CSE 221: Homework 3

Fall 2009

Due: Tuesday, December 1, 2009 at 3:30pm in class



  1. [Snoeren] A reliability-induced synchronous write is a synchronous write that is issued by the file system to ensure that the file system's state (as represented by the system's metadata) is not left inconsistent if the system crashes at an embarrassing time.
    1. Let f be a new file created in a directory d. The file system will issue at least three disk operations to complete this operation. Ignoring any data blocks allocated for the directory or new file, what are these three disk operations for?
    2. In Unix FFS, at least two of these writes will be issued synchronously. Which are they, and what order should they be performed in? Briefly explain why.
    3. Consider the Soft Updates solution to this problem. Does it do any reliability-induced synchronous writes? If so, how does it differ from FFS? If not, why can it avoid doing so? Explain.
    4. Consider the same operation in LFS. Does LFS generate any reliability-induced synchronous writes? Explain.
    5. Consider the same operation with the Rio file cache. Does Rio generate any reliability-induced synchronous writes? Explain.

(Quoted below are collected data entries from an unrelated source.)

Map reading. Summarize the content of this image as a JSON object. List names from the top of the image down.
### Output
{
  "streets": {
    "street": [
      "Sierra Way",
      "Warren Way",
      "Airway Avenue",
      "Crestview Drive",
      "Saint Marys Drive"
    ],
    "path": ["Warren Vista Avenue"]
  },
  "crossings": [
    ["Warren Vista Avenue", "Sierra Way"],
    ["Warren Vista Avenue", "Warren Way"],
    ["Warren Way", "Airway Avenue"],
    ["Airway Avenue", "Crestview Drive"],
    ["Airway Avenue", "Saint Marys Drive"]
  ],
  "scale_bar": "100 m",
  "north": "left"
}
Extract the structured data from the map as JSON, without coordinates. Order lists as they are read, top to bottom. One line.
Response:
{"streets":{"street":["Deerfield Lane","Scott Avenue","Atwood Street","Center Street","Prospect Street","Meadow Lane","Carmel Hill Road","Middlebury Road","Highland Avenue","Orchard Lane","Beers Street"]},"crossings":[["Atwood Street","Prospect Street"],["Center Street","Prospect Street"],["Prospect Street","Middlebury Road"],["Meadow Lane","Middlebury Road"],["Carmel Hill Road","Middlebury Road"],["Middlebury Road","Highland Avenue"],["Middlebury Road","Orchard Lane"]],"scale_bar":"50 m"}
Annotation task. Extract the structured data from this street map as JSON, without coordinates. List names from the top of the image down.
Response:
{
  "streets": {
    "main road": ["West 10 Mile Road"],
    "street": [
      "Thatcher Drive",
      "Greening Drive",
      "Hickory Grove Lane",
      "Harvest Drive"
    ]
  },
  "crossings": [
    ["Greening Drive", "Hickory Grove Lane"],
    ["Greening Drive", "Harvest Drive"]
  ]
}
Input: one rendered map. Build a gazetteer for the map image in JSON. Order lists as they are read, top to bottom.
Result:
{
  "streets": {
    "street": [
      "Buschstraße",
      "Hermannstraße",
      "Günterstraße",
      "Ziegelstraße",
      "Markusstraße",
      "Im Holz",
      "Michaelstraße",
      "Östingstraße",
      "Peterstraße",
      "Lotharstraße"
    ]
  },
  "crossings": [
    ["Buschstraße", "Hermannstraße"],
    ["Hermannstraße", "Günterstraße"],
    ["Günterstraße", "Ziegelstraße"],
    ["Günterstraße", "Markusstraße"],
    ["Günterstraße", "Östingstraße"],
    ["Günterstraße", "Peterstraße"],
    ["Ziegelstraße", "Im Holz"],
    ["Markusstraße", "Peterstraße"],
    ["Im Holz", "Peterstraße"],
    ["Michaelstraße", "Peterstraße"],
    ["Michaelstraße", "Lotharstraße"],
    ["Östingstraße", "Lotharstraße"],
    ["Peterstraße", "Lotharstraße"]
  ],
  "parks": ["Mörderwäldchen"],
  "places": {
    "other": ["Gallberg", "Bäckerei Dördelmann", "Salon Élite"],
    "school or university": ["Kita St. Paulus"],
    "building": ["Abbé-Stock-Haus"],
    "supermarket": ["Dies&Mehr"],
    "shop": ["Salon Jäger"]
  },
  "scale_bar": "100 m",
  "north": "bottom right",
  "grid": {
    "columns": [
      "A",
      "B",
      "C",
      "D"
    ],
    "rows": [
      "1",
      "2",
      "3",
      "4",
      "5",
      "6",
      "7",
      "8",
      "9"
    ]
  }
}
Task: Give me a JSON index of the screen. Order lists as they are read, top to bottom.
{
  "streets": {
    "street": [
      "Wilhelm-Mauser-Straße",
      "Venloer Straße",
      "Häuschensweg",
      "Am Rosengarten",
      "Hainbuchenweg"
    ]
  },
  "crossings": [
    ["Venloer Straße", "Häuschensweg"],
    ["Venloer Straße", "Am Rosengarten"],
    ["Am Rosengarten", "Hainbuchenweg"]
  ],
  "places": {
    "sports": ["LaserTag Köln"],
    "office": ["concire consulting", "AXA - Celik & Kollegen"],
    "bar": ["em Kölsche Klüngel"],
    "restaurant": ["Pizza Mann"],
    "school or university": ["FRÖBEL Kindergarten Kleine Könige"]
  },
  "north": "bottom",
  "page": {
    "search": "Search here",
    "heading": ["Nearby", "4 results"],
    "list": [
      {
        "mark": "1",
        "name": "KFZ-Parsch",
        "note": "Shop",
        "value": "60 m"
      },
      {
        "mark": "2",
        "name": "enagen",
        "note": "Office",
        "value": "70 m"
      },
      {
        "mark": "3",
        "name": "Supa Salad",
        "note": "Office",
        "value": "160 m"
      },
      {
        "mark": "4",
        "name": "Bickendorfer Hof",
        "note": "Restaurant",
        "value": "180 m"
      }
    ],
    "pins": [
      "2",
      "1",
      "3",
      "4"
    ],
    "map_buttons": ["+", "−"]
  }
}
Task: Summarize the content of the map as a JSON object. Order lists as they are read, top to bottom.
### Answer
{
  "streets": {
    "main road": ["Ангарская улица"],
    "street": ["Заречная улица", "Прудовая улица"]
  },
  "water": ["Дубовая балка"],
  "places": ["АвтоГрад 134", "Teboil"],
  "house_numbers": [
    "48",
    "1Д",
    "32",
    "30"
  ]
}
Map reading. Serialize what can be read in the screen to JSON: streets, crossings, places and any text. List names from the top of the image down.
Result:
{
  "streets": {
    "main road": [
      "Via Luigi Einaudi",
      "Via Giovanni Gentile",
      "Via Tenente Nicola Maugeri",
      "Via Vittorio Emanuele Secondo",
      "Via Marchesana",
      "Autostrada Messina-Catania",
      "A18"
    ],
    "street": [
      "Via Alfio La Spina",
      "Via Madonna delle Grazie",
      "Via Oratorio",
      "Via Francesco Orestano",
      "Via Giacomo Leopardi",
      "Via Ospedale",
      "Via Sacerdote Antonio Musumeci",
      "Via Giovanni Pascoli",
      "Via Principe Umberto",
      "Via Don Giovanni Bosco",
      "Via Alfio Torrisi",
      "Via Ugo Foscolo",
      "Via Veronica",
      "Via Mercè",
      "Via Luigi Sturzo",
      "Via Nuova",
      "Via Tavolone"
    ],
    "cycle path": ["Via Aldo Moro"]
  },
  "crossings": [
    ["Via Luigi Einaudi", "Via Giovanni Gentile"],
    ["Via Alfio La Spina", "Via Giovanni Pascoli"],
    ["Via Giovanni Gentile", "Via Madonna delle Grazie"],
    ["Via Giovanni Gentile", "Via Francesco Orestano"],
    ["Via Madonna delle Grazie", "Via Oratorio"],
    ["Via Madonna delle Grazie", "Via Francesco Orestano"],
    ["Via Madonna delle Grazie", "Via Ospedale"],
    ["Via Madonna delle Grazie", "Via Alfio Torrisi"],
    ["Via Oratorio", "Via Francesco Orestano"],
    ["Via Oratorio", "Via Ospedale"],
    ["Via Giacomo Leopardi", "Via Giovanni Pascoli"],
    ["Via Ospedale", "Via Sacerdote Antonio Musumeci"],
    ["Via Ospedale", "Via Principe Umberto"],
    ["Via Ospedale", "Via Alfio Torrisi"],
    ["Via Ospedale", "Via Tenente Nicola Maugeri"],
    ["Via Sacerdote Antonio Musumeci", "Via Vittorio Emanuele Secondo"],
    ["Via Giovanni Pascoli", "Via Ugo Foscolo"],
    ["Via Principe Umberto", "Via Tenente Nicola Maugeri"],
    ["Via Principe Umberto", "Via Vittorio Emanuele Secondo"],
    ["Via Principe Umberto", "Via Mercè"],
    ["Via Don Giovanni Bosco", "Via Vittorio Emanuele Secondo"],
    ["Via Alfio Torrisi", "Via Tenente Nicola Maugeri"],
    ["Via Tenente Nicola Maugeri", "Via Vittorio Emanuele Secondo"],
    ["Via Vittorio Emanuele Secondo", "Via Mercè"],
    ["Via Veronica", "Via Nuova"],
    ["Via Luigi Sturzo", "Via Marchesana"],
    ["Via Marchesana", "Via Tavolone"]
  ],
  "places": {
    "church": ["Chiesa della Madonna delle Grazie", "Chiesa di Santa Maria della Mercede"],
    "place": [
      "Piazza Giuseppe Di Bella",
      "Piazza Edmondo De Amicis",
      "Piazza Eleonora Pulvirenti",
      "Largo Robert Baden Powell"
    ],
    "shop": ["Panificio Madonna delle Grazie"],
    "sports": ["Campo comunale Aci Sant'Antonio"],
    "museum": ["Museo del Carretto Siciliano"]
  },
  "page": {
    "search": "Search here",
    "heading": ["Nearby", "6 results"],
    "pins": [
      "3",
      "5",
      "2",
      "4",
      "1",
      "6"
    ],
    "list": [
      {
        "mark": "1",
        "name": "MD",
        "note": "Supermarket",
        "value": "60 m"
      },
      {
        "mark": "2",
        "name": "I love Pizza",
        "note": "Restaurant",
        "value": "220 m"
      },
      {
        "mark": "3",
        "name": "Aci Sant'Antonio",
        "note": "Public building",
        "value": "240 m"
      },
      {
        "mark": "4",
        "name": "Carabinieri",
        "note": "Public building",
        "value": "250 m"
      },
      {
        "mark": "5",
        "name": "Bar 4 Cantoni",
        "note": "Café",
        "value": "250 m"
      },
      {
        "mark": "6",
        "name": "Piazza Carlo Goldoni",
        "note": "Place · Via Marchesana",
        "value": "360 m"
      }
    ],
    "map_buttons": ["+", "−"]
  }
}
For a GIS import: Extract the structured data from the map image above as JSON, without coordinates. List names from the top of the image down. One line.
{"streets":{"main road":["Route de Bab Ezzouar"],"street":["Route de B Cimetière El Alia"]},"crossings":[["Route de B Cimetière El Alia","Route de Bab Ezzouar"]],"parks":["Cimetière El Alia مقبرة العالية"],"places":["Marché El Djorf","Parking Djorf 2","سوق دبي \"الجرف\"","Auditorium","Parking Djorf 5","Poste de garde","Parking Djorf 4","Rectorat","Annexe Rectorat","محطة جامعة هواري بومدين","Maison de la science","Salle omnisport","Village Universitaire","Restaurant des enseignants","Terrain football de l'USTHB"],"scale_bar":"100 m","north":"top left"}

  2. In 1999, Wang et al. proposed a disk drive architecture supporting a service called "eager write". Rather than update a block in place, as with normal disks, an eager writing disk simply writes to the next free block near the disk head (the disk internally keeps track of this mapping by maintaining a table mapping "logical" disk blocks to physical disk blocks). Argue whether using such a disk would improve the performance of a Log-Structured File System, hurt its performance, or make little difference.